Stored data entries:
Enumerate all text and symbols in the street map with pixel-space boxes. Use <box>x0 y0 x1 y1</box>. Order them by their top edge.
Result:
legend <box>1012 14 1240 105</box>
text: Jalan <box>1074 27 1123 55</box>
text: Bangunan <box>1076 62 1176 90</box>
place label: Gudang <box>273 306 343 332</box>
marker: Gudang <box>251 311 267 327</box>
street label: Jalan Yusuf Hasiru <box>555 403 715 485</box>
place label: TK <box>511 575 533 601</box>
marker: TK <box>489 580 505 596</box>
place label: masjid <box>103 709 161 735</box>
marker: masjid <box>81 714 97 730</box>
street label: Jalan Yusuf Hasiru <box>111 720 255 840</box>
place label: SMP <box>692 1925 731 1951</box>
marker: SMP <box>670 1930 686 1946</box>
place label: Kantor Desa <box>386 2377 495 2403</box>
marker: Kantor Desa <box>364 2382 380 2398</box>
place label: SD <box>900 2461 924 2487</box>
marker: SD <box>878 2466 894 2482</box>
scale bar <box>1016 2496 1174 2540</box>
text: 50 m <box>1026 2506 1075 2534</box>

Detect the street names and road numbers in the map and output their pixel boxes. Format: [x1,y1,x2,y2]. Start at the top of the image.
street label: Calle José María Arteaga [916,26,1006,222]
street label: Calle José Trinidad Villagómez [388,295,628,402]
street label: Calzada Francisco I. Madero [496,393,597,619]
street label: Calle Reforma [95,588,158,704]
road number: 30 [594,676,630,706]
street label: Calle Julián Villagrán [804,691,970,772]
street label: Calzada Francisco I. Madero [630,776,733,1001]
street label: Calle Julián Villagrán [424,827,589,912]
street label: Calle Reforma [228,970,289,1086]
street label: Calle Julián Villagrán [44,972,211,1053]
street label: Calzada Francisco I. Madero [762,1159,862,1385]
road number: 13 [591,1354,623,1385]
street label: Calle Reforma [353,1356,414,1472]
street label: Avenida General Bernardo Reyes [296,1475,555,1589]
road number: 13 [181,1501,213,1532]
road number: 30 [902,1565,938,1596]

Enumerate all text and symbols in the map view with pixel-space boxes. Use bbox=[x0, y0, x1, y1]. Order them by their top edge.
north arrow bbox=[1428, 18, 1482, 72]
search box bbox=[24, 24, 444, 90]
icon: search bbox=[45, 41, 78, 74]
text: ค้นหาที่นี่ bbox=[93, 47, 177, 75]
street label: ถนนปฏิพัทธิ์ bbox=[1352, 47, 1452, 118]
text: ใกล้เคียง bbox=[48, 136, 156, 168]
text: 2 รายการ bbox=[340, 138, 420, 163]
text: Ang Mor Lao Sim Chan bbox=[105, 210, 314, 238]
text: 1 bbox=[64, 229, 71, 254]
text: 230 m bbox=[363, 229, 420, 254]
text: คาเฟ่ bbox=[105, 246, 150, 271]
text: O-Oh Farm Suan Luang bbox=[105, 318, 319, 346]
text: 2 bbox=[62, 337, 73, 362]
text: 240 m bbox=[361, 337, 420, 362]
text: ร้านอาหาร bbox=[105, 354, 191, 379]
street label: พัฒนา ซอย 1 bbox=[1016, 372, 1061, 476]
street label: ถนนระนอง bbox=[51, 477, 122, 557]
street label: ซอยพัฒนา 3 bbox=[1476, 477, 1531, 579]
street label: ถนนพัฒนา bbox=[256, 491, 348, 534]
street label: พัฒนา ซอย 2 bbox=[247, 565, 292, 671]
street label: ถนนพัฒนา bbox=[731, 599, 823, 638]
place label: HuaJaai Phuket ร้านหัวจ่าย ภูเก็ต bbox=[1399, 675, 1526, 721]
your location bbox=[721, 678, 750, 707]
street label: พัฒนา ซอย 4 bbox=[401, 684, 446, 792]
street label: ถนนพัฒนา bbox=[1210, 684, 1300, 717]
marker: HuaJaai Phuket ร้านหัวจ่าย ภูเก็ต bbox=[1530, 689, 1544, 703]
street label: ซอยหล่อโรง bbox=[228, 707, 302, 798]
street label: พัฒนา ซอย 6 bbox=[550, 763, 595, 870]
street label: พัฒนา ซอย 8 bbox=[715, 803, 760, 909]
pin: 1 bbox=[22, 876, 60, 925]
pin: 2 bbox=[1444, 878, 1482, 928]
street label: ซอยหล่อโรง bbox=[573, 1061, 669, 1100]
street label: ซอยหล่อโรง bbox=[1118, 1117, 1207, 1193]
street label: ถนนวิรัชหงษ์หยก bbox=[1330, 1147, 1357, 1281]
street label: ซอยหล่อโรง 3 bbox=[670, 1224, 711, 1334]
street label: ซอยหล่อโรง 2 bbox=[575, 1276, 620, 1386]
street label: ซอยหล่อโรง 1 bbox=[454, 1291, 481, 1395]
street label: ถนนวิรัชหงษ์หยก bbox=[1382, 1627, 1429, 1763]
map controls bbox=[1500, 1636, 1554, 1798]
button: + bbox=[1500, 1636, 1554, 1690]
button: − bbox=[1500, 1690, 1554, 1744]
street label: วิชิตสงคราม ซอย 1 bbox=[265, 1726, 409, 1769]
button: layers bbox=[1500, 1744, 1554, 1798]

=== ASSIGNMENT ===
When a line in the data contains the string "marker", copy that line.

=== WRITTEN ANSWER ===
marker: Gudang <box>251 311 267 327</box>
marker: TK <box>489 580 505 596</box>
marker: masjid <box>81 714 97 730</box>
marker: SMP <box>670 1930 686 1946</box>
marker: Kantor Desa <box>364 2382 380 2398</box>
marker: SD <box>878 2466 894 2482</box>
marker: HuaJaai Phuket ร้านหัวจ่าย ภูเก็ต bbox=[1530, 689, 1544, 703]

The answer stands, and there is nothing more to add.